Compressing a dataset with specialized algorithms is typically done in the context of data storage, where compression tools can shrink data to save space on a hard drive. But a group of researchers at MIT has developed tools that compute directly on compressed genomic datasets by exploiting the fact that most sequenced genomes are very similar to previously sequenced genomes.
Led by MIT professor Bonnie Berger, the group has recently released tools called CaBlast and CaBlat, compressive versions of the widely used Blast and Blat alignment tools, respectively.
In a Nature Biotechnology paper published in July, Berger and her colleagues describe how the algorithms deliver alignment and analysis results up to four times faster than Blast and Blat when searching for a particular sequence in 36 yeast genomes.
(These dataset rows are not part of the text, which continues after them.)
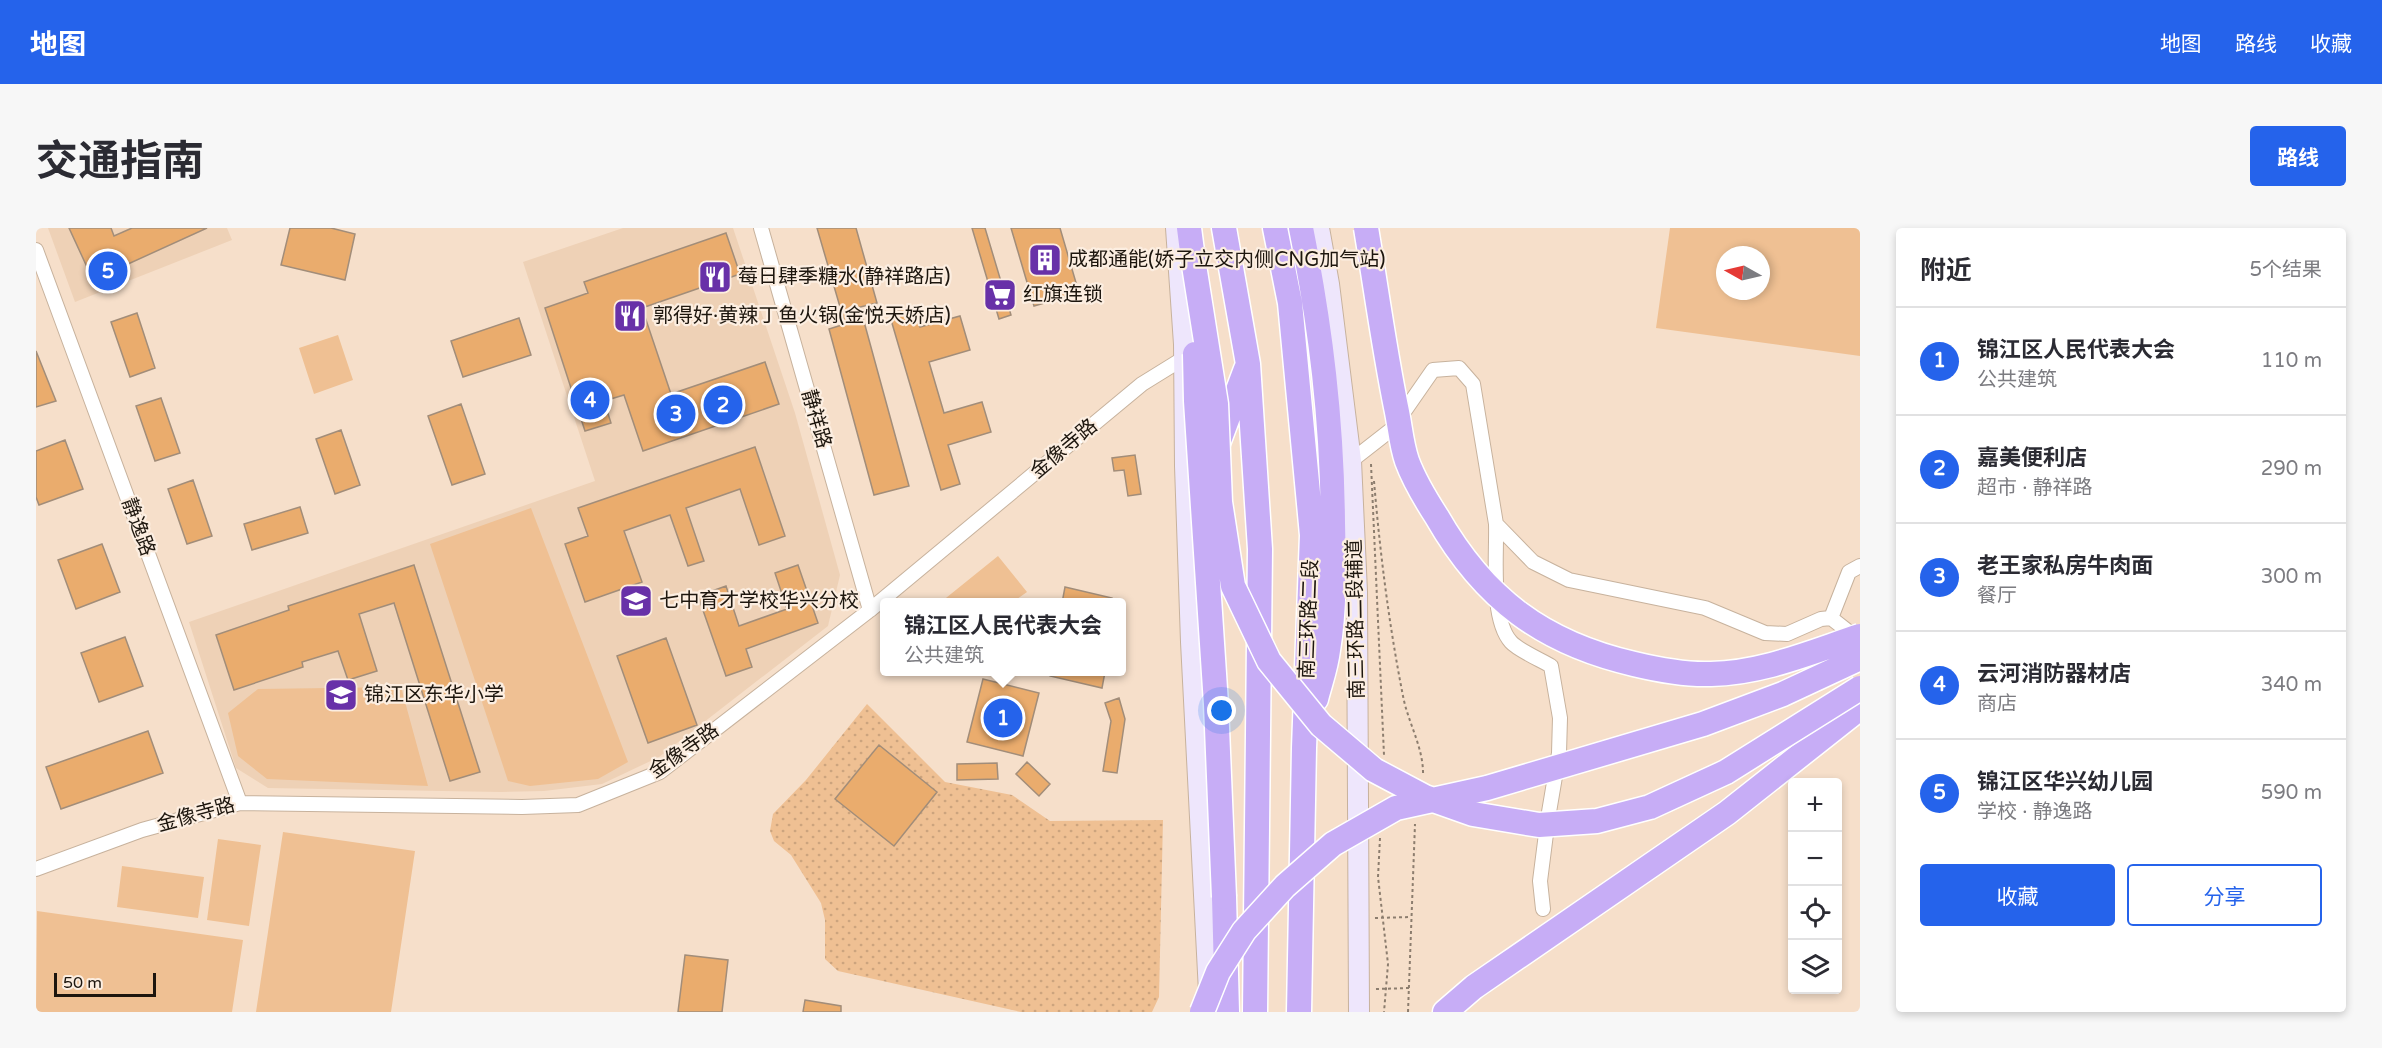 <!DOCTYPE html>
<html lang="zh">
<meta charset="utf-8">
<style>
body{margin:0;font-family:"Varela Round","Noto Sans SC",sans-serif;background:#f7f7f7;color:#2b2b33}
.controls{position:absolute;right:18px;bottom:18px;display:grid;overflow:hidden;border-radius:6px;box-shadow:0 3px 9px #0003}
.controls button{width:54px;height:54px;display:grid;place-items:center;padding:0;border:0;border-bottom:2px solid #e1e1e2;background:#fff;color:#2b2b33;font:30px sans-serif}
.compass{position:absolute;left:1680px;top:18px;width:54px;height:54px;border-radius:50%;background:#fff;box-shadow:0 3px 9px #0003;rotate:278deg}
.scale{position:absolute;left:18px;bottom:15px;width:102px;box-sizing:border-box;padding-left:6px;border:3px solid #1d160e;border-top:0;font-size:16px;line-height:21px;white-space:nowrap;color:#1d160e;-webkit-text-stroke:4px #fceee1;paint-order:stroke}
.you{position:absolute;left:1186px;top:483px;width:21px;height:21px;margin:-15px;border:4px solid #fff;border-radius:50%;background:#1a73e8;box-shadow:0 0 0 9px #1a73e833}
.badge{display:grid;place-items:center;width:39px;height:39px;border-radius:50%;background:#2563eb;color:#fff;font-size:20px;font-weight:700}
.pin{position:absolute;translate:-50% -50%;border:3px solid #fff;box-shadow:0 2px 6px #0006}
.popup{position:absolute;left:844px;top:370px;width:246px;height:78px;box-sizing:border-box;display:grid;place-content:center;border-radius:6px;background:#fff;filter:drop-shadow(0 2px 4px #0005);font-size:20px;white-space:nowrap;color:#7c7c81}
.popup b{font-size:22px;color:#2b2b33}
.popup::after{content:'';position:absolute;left:50%;top:100%;margin-left:-12px;border:12px solid transparent;border-top-color:#fff}
.list{margin:0;padding:0;list-style:none}
h2{display:flex;justify-content:space-between;align-items:center;height:78px;margin:0;padding:0 24px;font-size:26px}
h2 small{font-size:20px;font-weight:400;color:#7c7c81}
.list li{display:grid;grid-template-columns:39px 1fr auto;gap:18px;align-items:center;box-sizing:border-box;height:108px;padding:0 24px;border-top:2px solid #e1e1e2}
.list b{display:block;font-size:22px;white-space:nowrap}
.list p{margin:0;font-size:20px;white-space:nowrap;color:#7c7c81}
.list em{font-size:20px;font-style:normal;color:#7c7c81}
.actions{display:flex;gap:12px;padding:18px 24px}
.actions a{flex:1;padding:14px 0;border:2px solid #2563eb;border-radius:6px;text-align:center;font-size:21px;color:#2563eb}
.actions .main{background:#2563eb;color:#fff}
.icon{flex:none;width:33px;height:33px;fill:none;stroke:currentColor;stroke-width:2;stroke-linecap:round;stroke-linejoin:round}
.map{position:relative;flex:none;width:1824px;height:784px;overflow:hidden;border-radius:6px}
header{display:flex;align-items:center;gap:36px;box-sizing:border-box;height:84px;padding:0 30px;background:#2563eb;color:#fff}
header strong{font-size:28px}
nav{display:flex;gap:33px;margin-inline-start:auto;font-size:21px}
.intro{display:flex;align-items:center;justify-content:space-between;box-sizing:border-box;height:144px;padding:0 36px}
h1{margin:0;font-size:42px}
.button{padding:15px 27px;border-radius:6px;background:#2563eb;color:#fff;font-size:21px;font-weight:700}
main{display:flex;gap:36px;padding:0 36px}
aside{flex:1;background:#fff;border-radius:6px;box-shadow:0 3px 9px #0003}
.map>svg:first-child{display:block}
</style>
<header>
<strong>地图</strong>
<nav><a>地图</a><a>路线</a><a>收藏</a></nav>
</header>
<div class="intro"><h1>交通指南</h1><a class="button">路线</a></div>
<main>
<div class="map">
<svg width="1824" height="784" viewBox="0 0 1824 784">
<defs>
<pattern id="park-dots" width="8" height="8" patternUnits="userSpaceOnUse" patternTransform="scale(1.5)"><rect width="8" height="8" fill="#efc093"/><path d="M2 2h.1M6 6h.1" fill="none" stroke="#cca47e" stroke-width="1.8" stroke-linecap="round"/></pattern>
</defs>
<rect width="100%" height="100%" fill="#f6dfca"/>
<!-- built -->
<path fill="#eed1b6" d="M12,0h179l5,12 -157,62z
M587,0h110l62,185 45,162 -12,51 -169,131 -57,27 -58,7 -43,1 -233,-4 -32,-20 -47,-146 406,-141 -72,-219z"/>
<!-- park -->
<path fill="url(#park-dots)" d="M831,476l78,78 67,13 38,26 113,-1 -4,177 -7,15h-131l-183,-41 -13,-12v-39l-4,-17 -30,-48 -17,-14 -4,-10 3,-17 33,-34z"/>
<!-- pitch -->
<path fill="#efc093" fill-rule="evenodd" d="M1634,0h190v128l-204,-28zM1689,27h36v36h-36z
M302,107l15,45 -39,14 -15,-46z
M495,280l97,254 -30,17 -68,7 -22,-5 -78,-237z
M962,328l29,36 -14,10h-72z
M365,459l27,99 -161,-7 -29,-23 -10,-43 30,-24z
M247,604l132,19 -24,161h-135z
M182,611l43,6 -12,81 -42,-6z
M86,638l82,11 -6,41 -81,-11z
M1,683l206,29 -11,72h-196z"/>
<!-- building -->
<path fill="#eaac6d" stroke="#a28d79" stroke-width="1.5" d="M33,0h42l3,8 18,-8h75l-114,52z
M254,0h41l24,6 -10,46 -64,-15z
M781,0h39l21,75 -17,4 49,179 -35,9 -45,-166 16,-5z
M936,0h13l26,87 -12,4z
M975,0h49l19,65 -45,13z
M690,5l14,41 -98,34 29,86 94,-32 14,42 -136,47 -19,-56 -20,6 7,22 -26,8 -40,-123 43,-15 -4,-11z
M878,78l6,21 40,-11 10,34 -41,12 15,51 38,-11 9,30 -43,13 12,39 -19,6 -52,-177z
M101,85l18,55 -25,9 -19,-55z
M483,90l12,37 -68,22 -12,-36z
M0,123l20,50 -20,6z
M125,170l19,55 -25,8 -19,-55z
M425,176l24,70 -33,11 -24,-69z
M305,202l19,55 -25,9 -19,-55z
M29,212l18,49 -44,16 -3,-8v-46z
M719,219l30,89 -26,9 -19,-56 -54,19 18,53 -16,5 -18,-51 -46,16 18,51 -57,20 -20,-58 23,-8 -10,-28z
M1099,227l6,39 -13,2 -4,-26 -10,1 -2,-13z
M157,252l19,56 -25,8 -19,-55z
M264,279l8,26 -56,17 -8,-26z
M66,316l18,48 -44,17 -18,-49z
M378,337l66,207 -30,9 -56,-178 -35,11 18,57 -29,9 -10,-29 -36,11 1,5 -69,23 -18,-55 73,-25 -1,-4z
M762,337l20,58 -72,26 6,18 -26,9 -28,-80 28,-10 13,40 48,-17 -12,-36z
M1029,359l47,11 -1,5h-49z
M89,409l18,49 -44,16 -18,-49z
M630,410l31,87 -49,18 -31,-87z
M1014,444h55l-3,16 -52,-12z
M947,451l56,14 -16,63 -56,-14z
M1083,470l6,21 -8,54 -14,-2 8,-50 -6,-18z
M112,503l15,42 -102,36 -15,-42z
M843,517l58,47 -43,54 -59,-47z
M991,534l23,22 -11,12 -23,-22z
M961,535l1,16 -41,1v-16z
M649,727l43,5 -6,52h-44z
M769,772l36,6v6h-38z"/>
<g fill="none" stroke-linecap="round" stroke-linejoin="round">
<defs>
<path id="street" d="M725,0l109,382
M0,22l204,553
M1315,233l41,-32 41,-59 26,-2 14,16 23,140 37,38 36,18 136,28 60,25 22,1 34,-15 10,-1 28,22
M1460,296c1,30 -6,95 15,118 7,8 30,18 40,24l9,52 -1,35 -11,65 -8,63 3,28
M1795,390l18,-46 11,-6
M0,641l106,-39 98,-27 282,4 56,-2 82,-33 210,-162 272,-226 42,-26"/>
<path id="secondary" d="M1140,0l8,116 1,122 6,176 18,350
M1283,0l10,56 22,177 6,131 2,420"/>
<path id="highway" d="M1153,0l4,31
M1188,0l24,136 12,185 -5,463
M1239,0l15,75 22,232 -8,213 -5,264
M1265,0c20,101 31,192 32,295 1,43 2,85 -5,127 -2,17 -8,33 -12,49
M1181,218l29,-77
M1188,669l3,115
M1409,784l29,-25 253,-174 133,-105"/>
</defs>
<!-- street casing -->
<use href="#street" stroke="#c7b29d" stroke-width="16"/>
<!-- secondary casing -->
<use href="#secondary" stroke="#c7b29d" stroke-width="22"/>
<!-- highway casing -->
<use href="#highway" stroke="#fff" stroke-width="27"/>
<!-- path -->
<path stroke="#8c7d6e" stroke-width="2" stroke-dasharray="3 3" stroke-linecap="butt" d="M1335,236l13,291
M1338,253c6,72 15,144 29,215 5,27 21,52 20,80
M1344,610l-2,39 10,87 -4,48
M1339,690l36,-1
M1340,761l34,-1
M1372,784l7,-188"/>
<!-- street -->
<use href="#street" stroke="#fff" stroke-width="14"/>
<!-- secondary -->
<use href="#secondary" stroke="#eee6fc" stroke-width="20"/>
<!-- highway -->
<use href="#highway" stroke="#c7adf6" stroke-width="24"/>
<defs>
<path id="highway-bridge" d="M1330,0c10,60 18,120 30,179 4,18 5,37 11,54 7,19 19,39 30,56 47,82 106,126 197,147 25,6 52,11 77,10 52,-1 100,-22 149,-38
M1157,31l23,145 4,98 13,84 36,75 52,64 53,45 51,27 48,17 66,11 58,-4 53,-14 76,-35 134,-84
M1159,126l1,47 20,303 8,193
M1166,784l16,-40 26,-41 41,-45 48,-42 63,-36 91,-20 216,-64 80,-30 77,-36"/>
</defs>
<!-- highway-bridge casing -->
<use href="#highway-bridge" stroke="#fff" stroke-width="27" stroke-linecap="butt"/>
<!-- highway-bridge -->
<use href="#highway-bridge" stroke="#c7adf6" stroke-width="24"/>
</g>
<!-- icons -->
<defs>
<symbol id="building-square" viewBox="-11 -11 22 22"><rect x="-9" y="-9" width="18" height="18" rx="4" fill="#6831a8" stroke="#fceee1"/><path d="M-4-6H4V6H1V3H-1V6H-4ZM-2.5-4.3h1.7v1.8h-1.7ZM.8-4.3h1.7v1.8H.8ZM-2.5-1h1.7V.8h-1.7ZM.8-1h1.7V.8H.8Z" fill="#fff"/></symbol>
<symbol id="restaurant-square" viewBox="-11 -11 22 22"><rect x="-9" y="-9" width="18" height="18" rx="4" fill="#6831a8" stroke="#fceee1"/><path d="M-5-6h1v4h1v-4h1v4h1v-4h1v5L-1.5 .5V6h-2V.5L-5-1ZM5-6V6H3V1.5H1.5Q1.5-4 5-6Z" fill="#fff"/></symbol>
<symbol id="supermarket-square" viewBox="-11 -11 22 22"><rect x="-9" y="-9" width="18" height="18" rx="4" fill="#6831a8" stroke="#fceee1"/><path d="M-6-5.5h2.5l.6 2H6L4.5 2H-2.5L-4.4-4H-6ZM-1.5 3.2a1.3 1.3 0 1 0 .1 0ZM3 3.2a1.3 1.3 0 1 0 .1 0Z" fill="#fff"/></symbol>
<symbol id="school-square" viewBox="-11 -11 22 22"><rect x="-9" y="-9" width="18" height="18" rx="4" fill="#6831a8" stroke="#fceee1"/><path d="M0-5L7-2L0 1L-7-2ZM-4 1L0 2.5L4 1V4Q0 6-4 4Z" fill="#fff"/></symbol>
</defs>
<g fill-rule="evenodd">
<use href="#building-square" x="990" y="13" width="38" height="38"/>
<use href="#restaurant-square" x="660" y="30" width="38" height="38"/>
<use href="#supermarket-square" x="945" y="48" width="38" height="38"/>
<use href="#restaurant-square" x="575" y="69" width="38" height="38"/>
<use href="#school-square" x="581" y="354" width="38" height="38"/>
<use href="#school-square" x="286" y="448" width="38" height="38"/>
</g>
<g text-anchor="middle" dominant-baseline="central" stroke-width="4.5" stroke-linejoin="round" paint-order="stroke">
<!-- poi labels -->
<g font-size="20" fill="#1d160e" stroke="#fceee1" text-anchor="start">
<text x="1032" y="32">成都通能(娇子立交内侧CNG加气站)</text>
<text x="702" y="49">莓日肆季糖水(静祥路店)</text>
<text x="987" y="67">红旗连锁</text>
<text x="617" y="88">郭得好·黄辣丁鱼火锅(金悦天娇店)</text>
<text x="623" y="373">七中育才学校华兴分校</text>
<text x="328" y="467">锦江区东华小学</text>
</g>
<!-- street labels -->
<g font-size="20" fill="#1d160e" stroke="#fceee1">
<text transform="translate(780 191) rotate(74)">静祥路</text>
<text transform="translate(1028 221) rotate(-40)">金像寺路</text>
<text transform="translate(102 299) rotate(70)">静逸路</text>
<text transform="translate(1273 391) rotate(-88)">南三环路二段</text>
<text transform="translate(1320 391) rotate(-91)">南三环路二段辅道</text>
<text transform="translate(648 523) rotate(-35)">金像寺路</text>
<text transform="translate(160 587) rotate(-15)">金像寺路</text>
</g>
</g>
</svg>
<div class="controls">
<button>+</button>
<button>−</button>
<button><svg class="icon" aria-label="locate" viewBox="0 0 24 24"><circle cx="12" cy="12" r="6"/><path d="M12 2v4M12 18v4M2 12h4M18 12h4"/></svg></button>
<button><svg class="icon" aria-label="layers" viewBox="0 0 24 24"><path d="M12 4l9 5-9 5-9-5zM3 14l9 5 9-5"/></svg></button>
</div>
<svg class="compass" viewBox="-18 -18 36 36"><path d="M0-13l5 13h-10z" fill="#e53935"/><path d="M0 13l5-13h-10z" fill="#7c7c81"/></svg>
<div class="scale">50 m</div>
<div class="you"></div>
<div class="pin badge" style="left:967px;top:490px">1</div>
<div class="popup"><b>锦江区人民代表大会</b>公共建筑</div>
<div class="pin badge" style="left:687px;top:177px">2</div>
<div class="pin badge" style="left:640px;top:186px">3</div>
<div class="pin badge" style="left:554px;top:172px">4</div>
<div class="pin badge" style="left:72px;top:43px">5</div>
</div>
<aside>
<h2>附近<small>5个结果</small></h2>
<ul class="list">
<li><span class="badge">1</span><div><b>锦江区人民代表大会</b><p>公共建筑</p></div><em>110 m</em></li>
<li><span class="badge">2</span><div><b>嘉美便利店</b><p>超市 · 静祥路</p></div><em>290 m</em></li>
<li><span class="badge">3</span><div><b>老王家私房牛肉面</b><p>餐厅</p></div><em>300 m</em></li>
<li><span class="badge">4</span><div><b>云河消防器材店</b><p>商店</p></div><em>340 m</em></li>
<li><span class="badge">5</span><div><b>锦江区华兴幼儿园</b><p>学校 · 静逸路</p></div><em>590 m</em></li>
</ul>
<div class="actions"><a class="main">收藏</a><a>分享</a></div>
</aside>
</main>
"What we demonstrate is that the more highly similar genomes there are in a database, the greater the relative speed of CaBlast and CaBlat compared to the original non-compressive versions," Berger says. "As we increase the number of genomes, the amount of work required for compressive algorithms scales only linearly in the amount of non-redundant data. The idea is that we've already done most of the work on the first genome."
These two algorithms are still in the beta phase, and the MIT team has several refinements planned for future release to optimize performance. To that end, Berger has made the code for both algorithms available with the hope that developers will help them build "industrial-strength" software that can be used by the research community.
"To achieve optimal performance in real-use cases, we expect the code will need to be tuned for the engineering trade-offs specific to the application at hand," she says. "The algorithm used to find and compress similar sequences in the database may need to be tweaked to take this issue into account, and the coarse- and fine-search steps should be aware of these constraints as well."
While computing resources are becoming increasingly powerful, Berger contends that better algorithms and the use of compression technology will play a crucial role in helping researchers to keep up with the production of next-generation sequencing data.